The marks will grow in size until they form plaques, which are raised patches of reddened skin.
Can I Go to the ER for Psoriasis?
If you experience:
- Severe itching
- Skin pain
- Severe redness of the skin
- Blistering of the skin
You may need to go to the emergency room. If you have a fever and your skin is covered with pustules or painful lesions, you should seek immediate medical treatment.
If you’ve suffered an injury and your psoriasis isn’t healing despite antibiotics and other treatments (including ultraviolet light therapy and steroids), it is time to get evaluated.
When Should I Have an Appointment With My Dermatologist About Psoriasis?
Even if your condition is mild or self-limiting, you should do regular office visits to discuss any changes with your dermatologist.
This will help ensure that your psoriasis isn’t getting worse.
These appointments serve to monitor the condition of your skin, discuss changes in medications, and educate you on how to keep your skin clear.
What Happens if Psoriasis Is Left Untreated?
The severity of psoriasis varies per person, but the body’s breakdown of the skin will eventually happen for every psoriasis patient, just at different paces for some.

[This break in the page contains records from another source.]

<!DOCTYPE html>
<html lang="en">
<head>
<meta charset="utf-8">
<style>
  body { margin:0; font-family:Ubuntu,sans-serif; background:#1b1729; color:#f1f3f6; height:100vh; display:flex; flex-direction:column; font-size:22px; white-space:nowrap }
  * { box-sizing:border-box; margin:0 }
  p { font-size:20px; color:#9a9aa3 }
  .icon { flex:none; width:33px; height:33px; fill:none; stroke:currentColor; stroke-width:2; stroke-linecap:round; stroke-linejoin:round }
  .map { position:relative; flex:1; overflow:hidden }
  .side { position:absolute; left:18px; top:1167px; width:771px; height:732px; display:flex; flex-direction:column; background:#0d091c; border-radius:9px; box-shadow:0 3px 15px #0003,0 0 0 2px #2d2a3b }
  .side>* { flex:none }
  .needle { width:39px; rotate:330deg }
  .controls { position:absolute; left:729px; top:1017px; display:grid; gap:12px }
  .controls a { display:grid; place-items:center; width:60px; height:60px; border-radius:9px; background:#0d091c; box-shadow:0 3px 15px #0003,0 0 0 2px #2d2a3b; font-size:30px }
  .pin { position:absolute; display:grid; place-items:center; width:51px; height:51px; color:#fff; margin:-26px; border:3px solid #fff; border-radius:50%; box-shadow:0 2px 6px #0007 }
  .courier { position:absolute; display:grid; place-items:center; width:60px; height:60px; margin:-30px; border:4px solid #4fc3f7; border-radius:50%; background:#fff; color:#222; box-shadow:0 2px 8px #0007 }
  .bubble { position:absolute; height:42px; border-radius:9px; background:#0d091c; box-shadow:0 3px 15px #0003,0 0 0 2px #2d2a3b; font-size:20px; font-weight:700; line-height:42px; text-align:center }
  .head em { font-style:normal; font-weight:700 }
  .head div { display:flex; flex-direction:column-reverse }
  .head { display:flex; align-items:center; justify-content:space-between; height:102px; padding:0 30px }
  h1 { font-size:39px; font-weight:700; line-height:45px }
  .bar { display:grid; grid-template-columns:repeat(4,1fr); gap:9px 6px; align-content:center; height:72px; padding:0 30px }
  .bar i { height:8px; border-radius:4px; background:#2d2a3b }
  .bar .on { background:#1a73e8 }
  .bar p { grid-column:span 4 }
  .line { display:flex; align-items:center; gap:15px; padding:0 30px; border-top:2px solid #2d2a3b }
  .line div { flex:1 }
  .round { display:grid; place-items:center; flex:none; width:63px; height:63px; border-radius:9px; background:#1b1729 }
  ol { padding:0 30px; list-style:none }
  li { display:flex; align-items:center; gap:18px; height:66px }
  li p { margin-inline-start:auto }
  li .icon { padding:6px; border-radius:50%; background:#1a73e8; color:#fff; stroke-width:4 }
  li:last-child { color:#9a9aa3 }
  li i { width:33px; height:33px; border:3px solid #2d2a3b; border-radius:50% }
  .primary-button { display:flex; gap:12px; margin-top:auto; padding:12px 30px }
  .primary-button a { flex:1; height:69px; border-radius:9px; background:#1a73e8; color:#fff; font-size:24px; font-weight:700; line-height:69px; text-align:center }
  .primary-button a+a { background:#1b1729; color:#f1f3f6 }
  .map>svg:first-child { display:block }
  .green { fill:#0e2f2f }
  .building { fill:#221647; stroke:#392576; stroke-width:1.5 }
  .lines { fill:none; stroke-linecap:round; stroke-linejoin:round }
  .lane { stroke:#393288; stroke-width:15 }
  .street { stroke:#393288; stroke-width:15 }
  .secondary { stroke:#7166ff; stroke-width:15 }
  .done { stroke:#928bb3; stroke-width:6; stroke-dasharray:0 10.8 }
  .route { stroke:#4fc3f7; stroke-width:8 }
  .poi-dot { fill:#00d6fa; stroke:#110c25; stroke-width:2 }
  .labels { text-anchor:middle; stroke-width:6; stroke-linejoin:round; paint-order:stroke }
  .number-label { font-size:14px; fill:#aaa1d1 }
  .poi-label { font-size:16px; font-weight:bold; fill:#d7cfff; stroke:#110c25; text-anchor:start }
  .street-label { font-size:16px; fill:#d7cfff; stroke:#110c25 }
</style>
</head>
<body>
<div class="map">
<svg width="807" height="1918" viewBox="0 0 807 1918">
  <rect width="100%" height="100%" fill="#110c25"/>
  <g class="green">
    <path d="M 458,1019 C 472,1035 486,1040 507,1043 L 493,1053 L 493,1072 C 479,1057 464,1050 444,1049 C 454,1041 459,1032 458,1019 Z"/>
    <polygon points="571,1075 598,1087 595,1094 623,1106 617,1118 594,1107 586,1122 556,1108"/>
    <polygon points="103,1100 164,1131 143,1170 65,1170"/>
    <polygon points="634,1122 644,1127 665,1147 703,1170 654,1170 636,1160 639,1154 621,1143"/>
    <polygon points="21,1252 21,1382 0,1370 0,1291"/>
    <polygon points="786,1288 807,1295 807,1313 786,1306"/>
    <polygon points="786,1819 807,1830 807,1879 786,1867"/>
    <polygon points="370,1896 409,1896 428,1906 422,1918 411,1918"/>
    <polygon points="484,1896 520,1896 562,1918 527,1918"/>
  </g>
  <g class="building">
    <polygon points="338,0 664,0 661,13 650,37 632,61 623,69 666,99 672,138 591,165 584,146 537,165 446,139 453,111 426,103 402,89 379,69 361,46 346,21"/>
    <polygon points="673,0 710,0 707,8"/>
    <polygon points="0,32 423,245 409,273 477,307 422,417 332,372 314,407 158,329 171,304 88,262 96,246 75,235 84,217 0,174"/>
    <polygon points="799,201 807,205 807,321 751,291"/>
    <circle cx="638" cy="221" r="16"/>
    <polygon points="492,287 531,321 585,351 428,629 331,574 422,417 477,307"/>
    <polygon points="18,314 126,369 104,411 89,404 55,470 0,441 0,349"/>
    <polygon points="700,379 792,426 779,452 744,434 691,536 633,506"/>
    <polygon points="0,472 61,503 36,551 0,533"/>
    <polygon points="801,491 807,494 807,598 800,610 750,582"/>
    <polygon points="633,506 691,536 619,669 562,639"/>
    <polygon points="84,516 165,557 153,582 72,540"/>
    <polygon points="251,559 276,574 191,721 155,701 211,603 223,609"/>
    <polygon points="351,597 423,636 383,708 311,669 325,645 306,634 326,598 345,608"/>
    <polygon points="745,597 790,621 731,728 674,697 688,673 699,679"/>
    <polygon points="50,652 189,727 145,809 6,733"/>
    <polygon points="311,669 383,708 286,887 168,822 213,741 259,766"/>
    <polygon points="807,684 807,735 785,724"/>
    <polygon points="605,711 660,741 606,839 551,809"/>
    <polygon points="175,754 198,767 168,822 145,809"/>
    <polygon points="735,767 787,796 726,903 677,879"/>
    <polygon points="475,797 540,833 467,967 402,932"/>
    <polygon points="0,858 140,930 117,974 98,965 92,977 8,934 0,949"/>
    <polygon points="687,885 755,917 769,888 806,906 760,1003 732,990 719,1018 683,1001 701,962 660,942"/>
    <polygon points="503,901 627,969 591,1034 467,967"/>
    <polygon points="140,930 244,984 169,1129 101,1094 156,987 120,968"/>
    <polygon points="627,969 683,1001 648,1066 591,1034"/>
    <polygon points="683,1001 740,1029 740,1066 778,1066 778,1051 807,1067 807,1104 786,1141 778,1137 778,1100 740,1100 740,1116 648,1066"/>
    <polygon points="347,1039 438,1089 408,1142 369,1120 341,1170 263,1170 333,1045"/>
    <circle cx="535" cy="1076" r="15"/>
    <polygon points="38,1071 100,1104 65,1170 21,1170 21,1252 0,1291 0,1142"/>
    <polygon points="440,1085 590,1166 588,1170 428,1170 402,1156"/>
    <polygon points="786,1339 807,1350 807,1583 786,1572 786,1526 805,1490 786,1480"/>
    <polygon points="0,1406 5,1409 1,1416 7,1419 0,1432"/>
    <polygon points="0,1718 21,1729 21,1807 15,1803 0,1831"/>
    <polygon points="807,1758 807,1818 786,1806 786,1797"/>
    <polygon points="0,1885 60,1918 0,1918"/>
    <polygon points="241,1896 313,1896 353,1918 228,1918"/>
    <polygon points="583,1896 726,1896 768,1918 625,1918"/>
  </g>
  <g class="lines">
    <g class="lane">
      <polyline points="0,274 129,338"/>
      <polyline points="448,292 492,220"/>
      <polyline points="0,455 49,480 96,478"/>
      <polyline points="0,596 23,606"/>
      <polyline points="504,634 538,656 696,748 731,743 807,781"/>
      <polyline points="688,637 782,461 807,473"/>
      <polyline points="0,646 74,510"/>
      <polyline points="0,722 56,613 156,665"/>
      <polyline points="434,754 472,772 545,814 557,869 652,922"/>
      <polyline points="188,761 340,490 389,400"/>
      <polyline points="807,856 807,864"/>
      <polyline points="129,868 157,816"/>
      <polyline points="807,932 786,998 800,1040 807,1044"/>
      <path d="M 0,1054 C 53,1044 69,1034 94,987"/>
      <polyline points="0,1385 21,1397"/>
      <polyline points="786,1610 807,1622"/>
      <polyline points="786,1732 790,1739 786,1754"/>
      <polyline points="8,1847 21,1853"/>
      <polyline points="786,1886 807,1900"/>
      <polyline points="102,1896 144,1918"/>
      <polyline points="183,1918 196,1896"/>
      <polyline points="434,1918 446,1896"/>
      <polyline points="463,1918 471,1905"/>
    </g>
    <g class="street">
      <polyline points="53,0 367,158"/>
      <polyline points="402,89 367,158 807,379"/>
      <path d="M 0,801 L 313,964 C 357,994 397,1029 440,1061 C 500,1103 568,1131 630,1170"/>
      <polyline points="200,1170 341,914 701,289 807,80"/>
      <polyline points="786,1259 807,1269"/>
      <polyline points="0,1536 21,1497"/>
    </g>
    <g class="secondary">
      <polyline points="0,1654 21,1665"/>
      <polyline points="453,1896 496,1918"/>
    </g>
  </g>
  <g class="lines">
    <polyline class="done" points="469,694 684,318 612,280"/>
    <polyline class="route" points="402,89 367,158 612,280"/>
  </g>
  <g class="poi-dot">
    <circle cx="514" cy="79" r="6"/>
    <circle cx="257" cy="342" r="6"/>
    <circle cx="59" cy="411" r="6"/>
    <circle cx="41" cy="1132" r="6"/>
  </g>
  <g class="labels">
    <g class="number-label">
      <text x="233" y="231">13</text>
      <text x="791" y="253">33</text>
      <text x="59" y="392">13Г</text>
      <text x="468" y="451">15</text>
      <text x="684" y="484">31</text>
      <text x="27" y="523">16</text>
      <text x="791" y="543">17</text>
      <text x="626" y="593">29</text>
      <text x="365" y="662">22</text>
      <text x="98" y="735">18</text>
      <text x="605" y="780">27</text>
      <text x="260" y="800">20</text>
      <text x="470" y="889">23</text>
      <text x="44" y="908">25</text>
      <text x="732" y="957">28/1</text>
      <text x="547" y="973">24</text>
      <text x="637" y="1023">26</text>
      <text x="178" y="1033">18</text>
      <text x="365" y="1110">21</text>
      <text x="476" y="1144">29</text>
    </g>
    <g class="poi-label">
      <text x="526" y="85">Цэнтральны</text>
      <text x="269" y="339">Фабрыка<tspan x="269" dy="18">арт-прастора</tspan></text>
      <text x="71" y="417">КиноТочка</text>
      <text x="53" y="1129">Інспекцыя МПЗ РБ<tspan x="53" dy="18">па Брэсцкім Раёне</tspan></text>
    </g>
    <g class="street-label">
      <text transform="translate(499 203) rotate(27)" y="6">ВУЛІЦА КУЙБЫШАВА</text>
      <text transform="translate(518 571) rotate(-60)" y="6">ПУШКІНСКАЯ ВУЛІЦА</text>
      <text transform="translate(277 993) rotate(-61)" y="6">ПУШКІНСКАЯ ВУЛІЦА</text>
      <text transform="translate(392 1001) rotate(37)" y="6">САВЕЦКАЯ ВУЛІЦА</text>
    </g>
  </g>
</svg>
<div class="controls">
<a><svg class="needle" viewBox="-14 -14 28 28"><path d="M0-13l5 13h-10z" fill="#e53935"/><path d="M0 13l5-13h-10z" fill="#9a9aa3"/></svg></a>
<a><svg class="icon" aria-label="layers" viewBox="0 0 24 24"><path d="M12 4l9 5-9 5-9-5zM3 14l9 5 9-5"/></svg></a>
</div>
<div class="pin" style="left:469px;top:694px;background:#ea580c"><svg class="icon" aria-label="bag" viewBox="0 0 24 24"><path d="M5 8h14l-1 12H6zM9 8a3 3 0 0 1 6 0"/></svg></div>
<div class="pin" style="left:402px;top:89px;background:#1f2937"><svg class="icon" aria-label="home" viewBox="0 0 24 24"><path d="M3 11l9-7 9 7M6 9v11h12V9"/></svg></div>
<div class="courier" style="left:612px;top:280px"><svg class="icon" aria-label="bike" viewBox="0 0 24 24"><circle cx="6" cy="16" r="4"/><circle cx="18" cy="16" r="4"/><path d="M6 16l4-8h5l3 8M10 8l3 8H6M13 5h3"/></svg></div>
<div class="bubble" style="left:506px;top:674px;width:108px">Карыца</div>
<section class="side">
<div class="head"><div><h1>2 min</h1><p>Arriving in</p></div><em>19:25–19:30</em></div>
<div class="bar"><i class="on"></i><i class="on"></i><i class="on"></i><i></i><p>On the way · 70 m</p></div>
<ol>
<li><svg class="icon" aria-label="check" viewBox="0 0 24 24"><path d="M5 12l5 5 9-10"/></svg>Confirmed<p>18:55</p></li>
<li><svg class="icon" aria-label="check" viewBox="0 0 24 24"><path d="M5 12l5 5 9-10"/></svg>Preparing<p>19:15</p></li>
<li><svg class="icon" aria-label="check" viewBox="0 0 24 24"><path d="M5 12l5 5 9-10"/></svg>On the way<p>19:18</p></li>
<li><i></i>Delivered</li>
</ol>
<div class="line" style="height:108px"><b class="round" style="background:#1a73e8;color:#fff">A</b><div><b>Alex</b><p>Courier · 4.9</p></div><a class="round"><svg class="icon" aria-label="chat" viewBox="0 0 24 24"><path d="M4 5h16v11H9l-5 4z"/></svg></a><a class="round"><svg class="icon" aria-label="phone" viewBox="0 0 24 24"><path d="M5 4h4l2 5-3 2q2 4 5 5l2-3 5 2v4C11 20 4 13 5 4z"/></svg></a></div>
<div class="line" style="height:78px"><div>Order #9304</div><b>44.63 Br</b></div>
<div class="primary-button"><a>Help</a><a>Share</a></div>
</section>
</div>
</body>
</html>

With proper treatment, patients can have a manageable level of the condition that doesn’t interfere with their daily life.
If psoriasis isn’t treated properly, complications may take over and lead to permanent skin damage and disfigurement.
Proper treatment also helps prevent skin cancer caused by ultraviolet radiation from sunlight.
Should I Be Worried About the Dangers of My Psoriasis?
You should have some concern with your psoriasis, after all, we are talking about your general health.
The skin is the largest organ in your body, that’s why you should never neglect any occurrence with it.
But it is also important to live your life with happiness and dignity, so have some caution, do your proper check-ups, and enjoy every minute of it.
Keep a healthy lifestyle, have good nutrition, quit smoking or vaping and you’ll be fine.
Psoriasis may be dangerous but it’s not the end of the world for you.
Psoriasis affects everyone differently, that’s why is important to know when is psoriasis dangerous.
You should always be aware of the risk factors and go to the dermatologist if any of them apply to you.